Then one day SNOW WHITE spoils the fun and  usurps  that number one position. And the plot thickens!

That is, ofcourse, the evergreen tale of SNOW WHITE AND THE SEVEN DWARFS from your own childhood days.

The speaking-mirror is
everywhere. The desire for one-upmanship remains through life. It is in the nature of most people to  seek to be a cut above the rest. That explains the propensity to draw attention to such of your possessions as are out of reach for most others.

So there was the bizarre home refrigerator in (of all places!) the drawing room in early twentieth century crying to be noticed. So there was that huge radio in the forties in your drawing room noisily announcing its presence to your viditors and a crude but working T.V.  soon afterwards.. And lately there was, in late 1990s,  that small cellphone, always  in your hand !! 


The message was, " Look, I have got something you cannot afford".

Chetan Bhagat, a Punjabi, marries a Tambrahm and the earthshaking run up to their marriage is scripted in the book TWO STATES, a study of two cultures. Thus, as he maintains, a big house with shining marble floor is the dream of most Punjabi people and high scores in mathematics that of a Tambrahm. The wish-list varies from society to society. A big battle scar running across the face would be more of a status-symbol in people who place valour and honour above everything else. In many tribes even to this day it is so. And in some people it would just be a big shining gold tooth in the mouth!

Money, in our time, is a symbol of success and a manifestation of status. Riches, in whatever form, become a popular craze and an indicator of social success. In a lavish marriage that I attended a long time back, the groom's father exulted thus : "Very few can afford  lavishness of MY level".
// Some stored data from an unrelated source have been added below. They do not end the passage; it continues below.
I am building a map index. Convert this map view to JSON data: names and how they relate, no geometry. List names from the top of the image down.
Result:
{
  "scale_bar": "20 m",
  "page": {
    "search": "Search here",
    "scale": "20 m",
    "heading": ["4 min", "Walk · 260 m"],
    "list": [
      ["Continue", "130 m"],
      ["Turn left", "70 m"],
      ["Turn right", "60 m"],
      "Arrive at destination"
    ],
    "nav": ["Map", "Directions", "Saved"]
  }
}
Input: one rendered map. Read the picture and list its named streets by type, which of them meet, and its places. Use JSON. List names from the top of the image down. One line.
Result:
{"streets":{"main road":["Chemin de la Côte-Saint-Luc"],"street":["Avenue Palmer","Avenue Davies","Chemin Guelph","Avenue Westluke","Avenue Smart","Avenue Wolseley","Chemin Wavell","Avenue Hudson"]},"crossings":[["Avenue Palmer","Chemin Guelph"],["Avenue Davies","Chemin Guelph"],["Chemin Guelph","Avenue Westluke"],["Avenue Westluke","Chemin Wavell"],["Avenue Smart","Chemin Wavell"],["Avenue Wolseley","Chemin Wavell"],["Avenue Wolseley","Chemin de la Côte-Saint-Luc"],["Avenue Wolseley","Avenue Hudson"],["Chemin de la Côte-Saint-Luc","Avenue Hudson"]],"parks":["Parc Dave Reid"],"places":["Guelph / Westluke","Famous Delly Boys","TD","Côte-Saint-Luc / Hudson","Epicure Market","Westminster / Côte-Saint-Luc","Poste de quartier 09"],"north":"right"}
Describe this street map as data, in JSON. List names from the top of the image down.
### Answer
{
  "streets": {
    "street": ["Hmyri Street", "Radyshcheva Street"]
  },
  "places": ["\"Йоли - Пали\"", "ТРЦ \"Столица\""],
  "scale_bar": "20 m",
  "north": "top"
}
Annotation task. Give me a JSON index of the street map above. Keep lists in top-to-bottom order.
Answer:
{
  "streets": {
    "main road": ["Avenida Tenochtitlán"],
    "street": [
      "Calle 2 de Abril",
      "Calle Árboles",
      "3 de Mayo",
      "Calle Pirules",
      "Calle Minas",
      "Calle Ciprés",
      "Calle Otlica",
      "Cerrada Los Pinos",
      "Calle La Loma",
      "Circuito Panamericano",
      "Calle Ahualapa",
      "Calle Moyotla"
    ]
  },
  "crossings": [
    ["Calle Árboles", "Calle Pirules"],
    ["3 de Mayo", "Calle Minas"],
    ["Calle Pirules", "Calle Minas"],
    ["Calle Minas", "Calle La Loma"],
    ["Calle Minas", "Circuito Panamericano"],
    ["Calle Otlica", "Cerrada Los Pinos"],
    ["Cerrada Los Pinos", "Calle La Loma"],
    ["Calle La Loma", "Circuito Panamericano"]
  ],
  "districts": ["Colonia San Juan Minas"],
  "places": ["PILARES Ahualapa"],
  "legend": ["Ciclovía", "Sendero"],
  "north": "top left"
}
So you get into a splurging spree if you have a surfeit of lucre. Second generation Indian diaspora in USA is doing exactly this by scripting bizarre events. Elephants have lately been in use in marriage procession there ! Deep-pocket diaspora has gone crazy! Read this:

"A few calls to the wedding planner and Minnie, a 3,175kg (7,000 pounds) grey Asian elephant, is on her way to Washington DC from Connecticut.

"Elephants are the latest
trend - and because there are not many around, the demand is always high,'' says Sonal Shah, who runs an event planning agency  'The Date'.

The cost of hiring an
elephant can go up to $
30,000 depending on
distance - but people still
seem to have the money to pay for it."
(BBC News.1 July 2008 ).

The ONE-UPMANSHIP cannot be done away.The magic mirror continues to be there. Only the context has changed. The question has been updated: "Mirror mirror on the wall, who is the richest of us all" asks the  filthy-rich person to the mirror and the mirror drawls, "Its a pretty long list buddy. You continue to be still at number fortysix in the secret swiss bank accounts."

And then suddenly the mirror clouds up
even as the witches  gather around a bubbling cauldron underneath it, chanting, casting spells, conjuring visions of the future, and goading Men and women into 'foul'. And then the witches throw up their hands and scream in unison:

"Fair is foul, and foul is fair:
Hover through the fog and
filthy air."

The cauldron keeps bubbling even as Duncan turns in his grave. . . !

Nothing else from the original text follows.